Shiraga Kazuo was one of the most widely known artists associated with the Gutai Art Association. Gutai (“concreteness” in Japanese) was formed in 1954 and swiftly became postwar Japan’s most significant avant-garde collective. In its manifesto the group advocated for an exuberant, ethically invested freedom of expression: “Gutai Art imparts life to matter.”

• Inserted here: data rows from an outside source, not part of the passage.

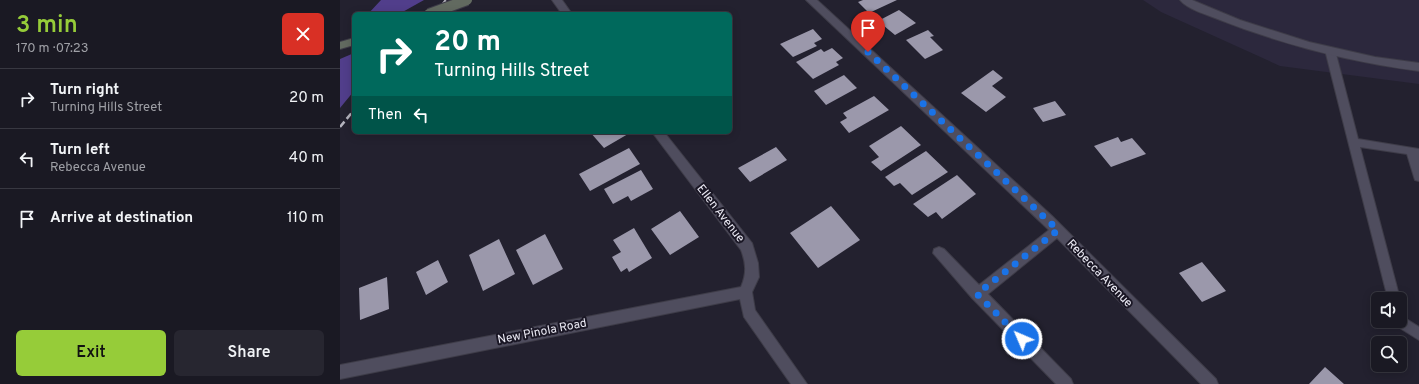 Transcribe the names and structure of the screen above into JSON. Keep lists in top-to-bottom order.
{
  "streets": {
    "street": ["Ellen Avenue", "Rebecca Avenue", "New Pinola Road"]
  },
  "crossings": [
    ["Ellen Avenue", "New Pinola Road"]
  ],
  "page": {
    "heading": ["3 min", "170 m · 07:23"],
    "turn": ["20 m", "Turning Hills Street"],
    "list": [
      {
        "name": "Turn right",
        "note": "Turning Hills Street",
        "value": "20 m"
      },
      {
        "name": "Turn left",
        "note": "Rebecca Avenue",
        "value": "40 m"
      },
      {
        "name": "Arrive at destination",
        "value": "110 m"
      }
    ],
    "then": "Then",
    "buttons": ["Exit", "Share"]
  }
} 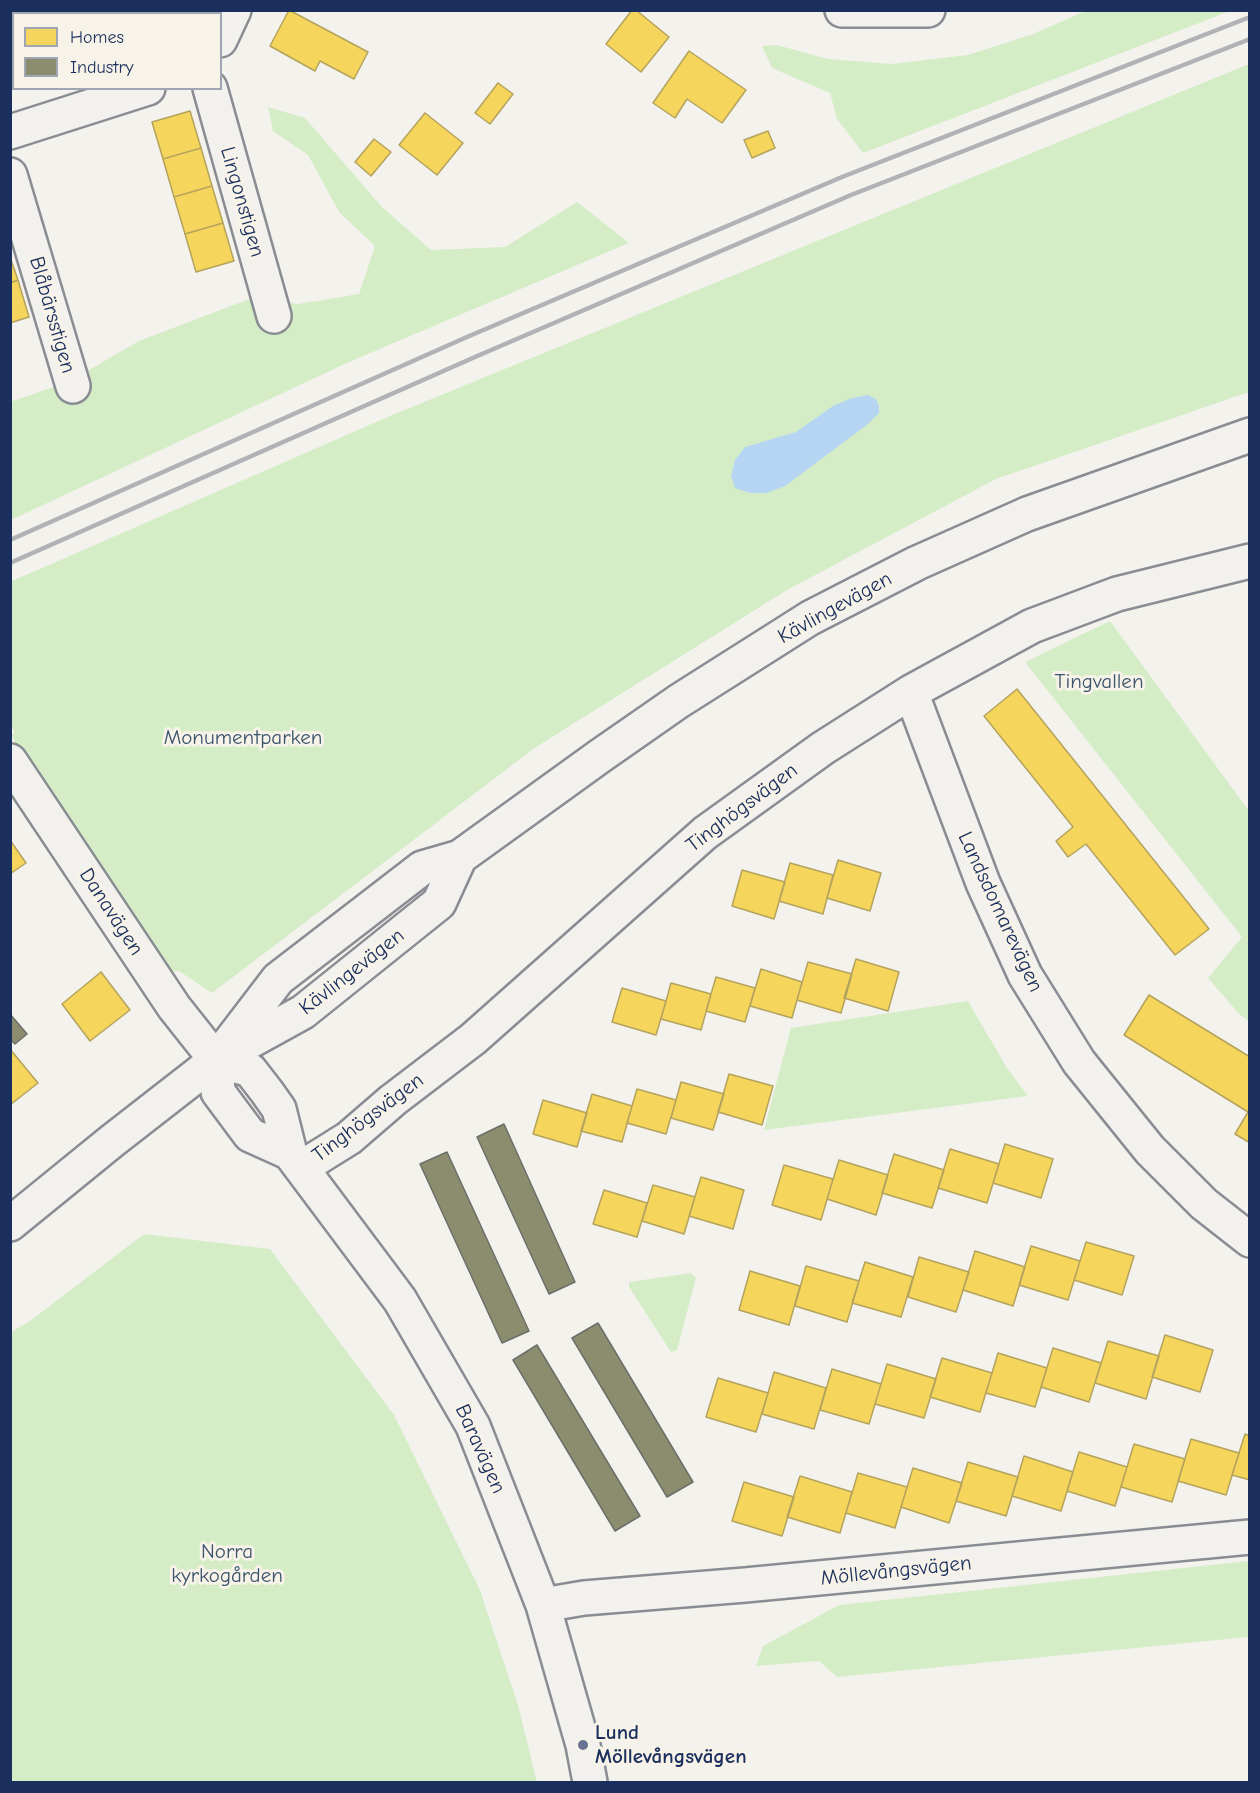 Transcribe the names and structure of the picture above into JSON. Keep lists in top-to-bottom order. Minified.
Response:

Shiraga once described the world as a “splendid playground.” He sought an unmediated form of painting, soon abandoning the traditional brush in order to paint with his feet, swinging himself from ropes over sheets of paper placed on the floor. The earliest of these pioneering works were made as part of live performances, but from 1959 Shiraga continued his practice on canvas and within his studio. This 1960 painting demonstrates the range of simultaneously sensuous and dynamic effects the artist could achieve through his singular method — slick, muscular smears of brighter and darker reds and oranges contrast with vigorous insertions of deep blue as well as with a fringe of more atmospheric stains of color. The title refers to the celebrated fourteenth-century Chinese novel Shuihu zhuan (Water Margin), which follows the feats of outlaw Song Jiang and his band of accomplices.

Currently Off View

Contemporary Art

Artist

Kazuo Shiraga

Title

Golden Wings Brushing the Clouds Incarnated from Earthly Wide Star (Chikatsusei Maunkinshi)

Origin

Japan

Date

1960

Medium

Oil on canvas

Dimensions

130 × 195 cm (51 1/8 × 76 3/4 in.)

Credit Line

Through prior purchase from the Mary and Leigh Block Fund, restricted gift of Barbara Bluhm-Kaul and Don Kaul.

Reference Number

2013.1092

Extended information about this artwork

Object information is a work in progress and may be updated as new research findings emerge. To help improve this record, please email .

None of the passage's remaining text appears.